Dr Nagpaul was also quoted by the Daily Mail and GPonline about the need to vaccinate healthcare professionals.
David Bailey, GP and Chair BMA Welsh Council, appeared on BBC Radio Wales to discuss the latest developments in the Covid-19 pandemic. He said: “It’s important that people do listen to the rules, when we can see some light at the end of the tunnel and a vaccine in the coming months it's just selfishness to continue to break the rules. We’ll start to come out of this crisis over the next few months, but there is a new mutant virus out there and we know it is more transmissible so we need to continue to protect the NHS and make sure we don’t overwhelm our intensive care units.”

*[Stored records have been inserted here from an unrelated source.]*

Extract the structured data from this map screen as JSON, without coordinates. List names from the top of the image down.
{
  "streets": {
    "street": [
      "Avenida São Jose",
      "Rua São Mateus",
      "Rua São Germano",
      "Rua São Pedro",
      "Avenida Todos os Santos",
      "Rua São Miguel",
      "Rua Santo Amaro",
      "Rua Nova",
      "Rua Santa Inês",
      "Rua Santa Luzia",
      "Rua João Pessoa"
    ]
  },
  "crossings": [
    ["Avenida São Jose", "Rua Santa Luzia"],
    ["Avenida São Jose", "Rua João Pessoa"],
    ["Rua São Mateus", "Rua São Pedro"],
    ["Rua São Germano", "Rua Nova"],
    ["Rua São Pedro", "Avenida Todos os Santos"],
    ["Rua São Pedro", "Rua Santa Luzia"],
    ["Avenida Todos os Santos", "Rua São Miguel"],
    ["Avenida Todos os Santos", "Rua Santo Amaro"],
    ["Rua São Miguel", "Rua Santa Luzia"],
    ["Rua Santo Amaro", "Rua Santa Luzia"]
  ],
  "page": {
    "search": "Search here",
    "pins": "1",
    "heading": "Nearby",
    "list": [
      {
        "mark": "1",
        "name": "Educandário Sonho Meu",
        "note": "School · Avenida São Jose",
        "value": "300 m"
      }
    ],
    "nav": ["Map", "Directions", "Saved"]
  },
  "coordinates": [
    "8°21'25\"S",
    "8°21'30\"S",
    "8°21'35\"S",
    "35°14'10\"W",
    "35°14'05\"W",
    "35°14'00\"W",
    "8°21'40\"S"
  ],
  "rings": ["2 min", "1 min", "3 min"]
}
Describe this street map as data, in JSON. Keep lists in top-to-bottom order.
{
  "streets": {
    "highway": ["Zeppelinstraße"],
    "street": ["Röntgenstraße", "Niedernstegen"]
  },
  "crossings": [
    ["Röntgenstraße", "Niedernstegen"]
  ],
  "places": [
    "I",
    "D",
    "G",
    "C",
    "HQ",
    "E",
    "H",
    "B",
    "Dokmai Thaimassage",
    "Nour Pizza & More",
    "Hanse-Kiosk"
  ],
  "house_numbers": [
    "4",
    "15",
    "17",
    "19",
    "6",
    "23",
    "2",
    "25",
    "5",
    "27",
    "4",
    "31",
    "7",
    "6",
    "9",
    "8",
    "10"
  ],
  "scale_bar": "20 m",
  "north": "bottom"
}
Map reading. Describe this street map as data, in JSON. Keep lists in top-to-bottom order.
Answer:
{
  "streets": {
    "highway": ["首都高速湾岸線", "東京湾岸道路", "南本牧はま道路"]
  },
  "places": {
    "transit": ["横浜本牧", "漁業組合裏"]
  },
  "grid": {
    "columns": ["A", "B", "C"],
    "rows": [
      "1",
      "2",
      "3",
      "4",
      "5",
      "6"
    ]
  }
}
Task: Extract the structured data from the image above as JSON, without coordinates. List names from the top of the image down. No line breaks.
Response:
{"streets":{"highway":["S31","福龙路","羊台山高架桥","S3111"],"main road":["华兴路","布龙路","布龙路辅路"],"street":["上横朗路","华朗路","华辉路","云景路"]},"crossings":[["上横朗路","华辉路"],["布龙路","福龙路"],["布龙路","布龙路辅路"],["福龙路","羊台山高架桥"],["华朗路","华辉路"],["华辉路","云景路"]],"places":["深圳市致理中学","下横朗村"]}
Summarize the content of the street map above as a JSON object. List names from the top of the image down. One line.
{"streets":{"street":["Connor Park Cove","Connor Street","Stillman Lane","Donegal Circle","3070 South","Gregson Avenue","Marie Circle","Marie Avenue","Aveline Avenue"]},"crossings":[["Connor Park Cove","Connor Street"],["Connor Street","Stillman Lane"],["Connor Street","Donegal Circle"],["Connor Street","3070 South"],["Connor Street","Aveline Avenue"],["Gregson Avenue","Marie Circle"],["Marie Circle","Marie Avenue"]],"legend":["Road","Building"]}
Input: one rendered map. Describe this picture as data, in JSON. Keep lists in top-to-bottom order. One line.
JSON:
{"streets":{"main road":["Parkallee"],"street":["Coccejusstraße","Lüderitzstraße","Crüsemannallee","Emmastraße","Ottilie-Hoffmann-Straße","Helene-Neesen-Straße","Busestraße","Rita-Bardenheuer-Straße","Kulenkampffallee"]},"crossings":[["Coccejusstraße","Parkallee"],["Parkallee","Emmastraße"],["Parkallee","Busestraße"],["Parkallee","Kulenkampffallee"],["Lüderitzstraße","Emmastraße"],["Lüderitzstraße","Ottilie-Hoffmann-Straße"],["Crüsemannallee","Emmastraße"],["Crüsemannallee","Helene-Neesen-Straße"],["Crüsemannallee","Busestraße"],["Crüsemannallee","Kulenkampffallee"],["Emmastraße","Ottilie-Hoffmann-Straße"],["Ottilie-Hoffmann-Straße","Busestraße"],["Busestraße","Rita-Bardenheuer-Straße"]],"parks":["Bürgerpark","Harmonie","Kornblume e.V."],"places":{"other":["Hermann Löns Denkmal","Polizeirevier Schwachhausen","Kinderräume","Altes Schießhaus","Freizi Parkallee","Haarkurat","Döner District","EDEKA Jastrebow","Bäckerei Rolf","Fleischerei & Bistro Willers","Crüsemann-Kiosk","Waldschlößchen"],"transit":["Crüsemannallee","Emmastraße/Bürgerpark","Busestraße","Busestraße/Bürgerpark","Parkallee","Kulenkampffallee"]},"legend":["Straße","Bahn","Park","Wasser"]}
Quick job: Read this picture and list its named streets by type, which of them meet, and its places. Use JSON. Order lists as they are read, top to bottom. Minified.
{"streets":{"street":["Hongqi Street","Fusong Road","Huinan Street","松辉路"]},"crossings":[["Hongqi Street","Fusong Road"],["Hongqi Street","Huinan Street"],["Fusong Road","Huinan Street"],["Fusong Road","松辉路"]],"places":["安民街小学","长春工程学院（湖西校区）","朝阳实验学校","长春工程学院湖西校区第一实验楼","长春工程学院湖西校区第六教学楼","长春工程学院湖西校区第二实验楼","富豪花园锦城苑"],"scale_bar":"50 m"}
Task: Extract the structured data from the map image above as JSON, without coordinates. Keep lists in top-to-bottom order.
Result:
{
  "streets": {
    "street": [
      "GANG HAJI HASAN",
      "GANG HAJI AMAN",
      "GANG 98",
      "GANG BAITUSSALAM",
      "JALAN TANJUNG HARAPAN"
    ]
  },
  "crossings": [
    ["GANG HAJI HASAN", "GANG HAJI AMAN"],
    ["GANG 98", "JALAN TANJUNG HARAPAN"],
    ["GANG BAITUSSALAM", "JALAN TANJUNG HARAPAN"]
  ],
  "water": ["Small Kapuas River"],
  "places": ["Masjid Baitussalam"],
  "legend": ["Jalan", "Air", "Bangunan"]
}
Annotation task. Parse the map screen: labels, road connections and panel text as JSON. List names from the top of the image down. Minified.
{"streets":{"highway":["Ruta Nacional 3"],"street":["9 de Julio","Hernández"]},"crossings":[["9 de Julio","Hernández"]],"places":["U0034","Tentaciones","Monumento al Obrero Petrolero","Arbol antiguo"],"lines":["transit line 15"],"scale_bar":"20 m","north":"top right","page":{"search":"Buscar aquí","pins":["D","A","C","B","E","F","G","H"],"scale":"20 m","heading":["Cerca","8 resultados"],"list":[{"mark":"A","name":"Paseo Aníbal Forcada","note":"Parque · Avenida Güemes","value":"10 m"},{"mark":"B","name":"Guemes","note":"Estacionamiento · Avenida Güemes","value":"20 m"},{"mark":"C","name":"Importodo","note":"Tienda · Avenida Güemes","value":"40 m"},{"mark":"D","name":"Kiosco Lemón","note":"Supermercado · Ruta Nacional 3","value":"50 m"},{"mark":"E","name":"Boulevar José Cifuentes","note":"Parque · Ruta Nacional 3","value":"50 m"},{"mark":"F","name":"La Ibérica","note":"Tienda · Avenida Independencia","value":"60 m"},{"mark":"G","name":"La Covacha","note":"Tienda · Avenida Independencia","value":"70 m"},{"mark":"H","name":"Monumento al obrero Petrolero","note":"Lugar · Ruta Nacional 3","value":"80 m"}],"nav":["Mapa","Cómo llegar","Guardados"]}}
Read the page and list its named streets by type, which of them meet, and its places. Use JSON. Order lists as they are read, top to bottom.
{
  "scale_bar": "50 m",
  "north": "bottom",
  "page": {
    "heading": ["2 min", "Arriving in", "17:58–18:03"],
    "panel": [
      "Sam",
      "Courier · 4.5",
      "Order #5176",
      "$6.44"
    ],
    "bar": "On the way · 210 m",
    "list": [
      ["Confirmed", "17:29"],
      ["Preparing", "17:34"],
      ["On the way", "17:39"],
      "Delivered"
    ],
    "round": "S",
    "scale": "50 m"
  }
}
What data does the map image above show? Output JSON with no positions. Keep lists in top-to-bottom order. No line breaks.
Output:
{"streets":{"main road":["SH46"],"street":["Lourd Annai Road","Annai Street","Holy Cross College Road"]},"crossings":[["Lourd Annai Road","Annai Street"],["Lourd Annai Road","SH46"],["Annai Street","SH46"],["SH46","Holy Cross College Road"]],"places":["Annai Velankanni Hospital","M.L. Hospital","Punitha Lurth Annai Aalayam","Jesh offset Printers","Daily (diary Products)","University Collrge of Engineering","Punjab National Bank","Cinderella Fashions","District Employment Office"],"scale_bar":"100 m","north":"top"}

Sara Bodey, member of GPC Wales, took part in a panel discussion on BBC Radio Wales Sunday Supplement (from 33 mins) to talk about a year of online consultations and the upcoming vaccine rollout. She said: “In Wales it’s been left to health boards to organise the vaccine programme, GPs undoubtedly will be involved but the exact way that will work isn’t fully clear on the ground yet. We’re juggling our normal workload, combined with staff health concerns, so there are definitely capacity issues and concerns over the rollout in the next couple of weeks.”
In response to the gap between the first and second dose of the Pfizer vaccine, BMA Scotland council chair, Lewis Morrison, said there was "clearly disagreement" among experts on the decision to delay the second dose, with his comments picked up by the Mirror and BBC News. The importance of delivering the vaccine in Scotland was also covered by the Telegraph, as GPs urge the public to help the rollout by limiting non-urgent appointments.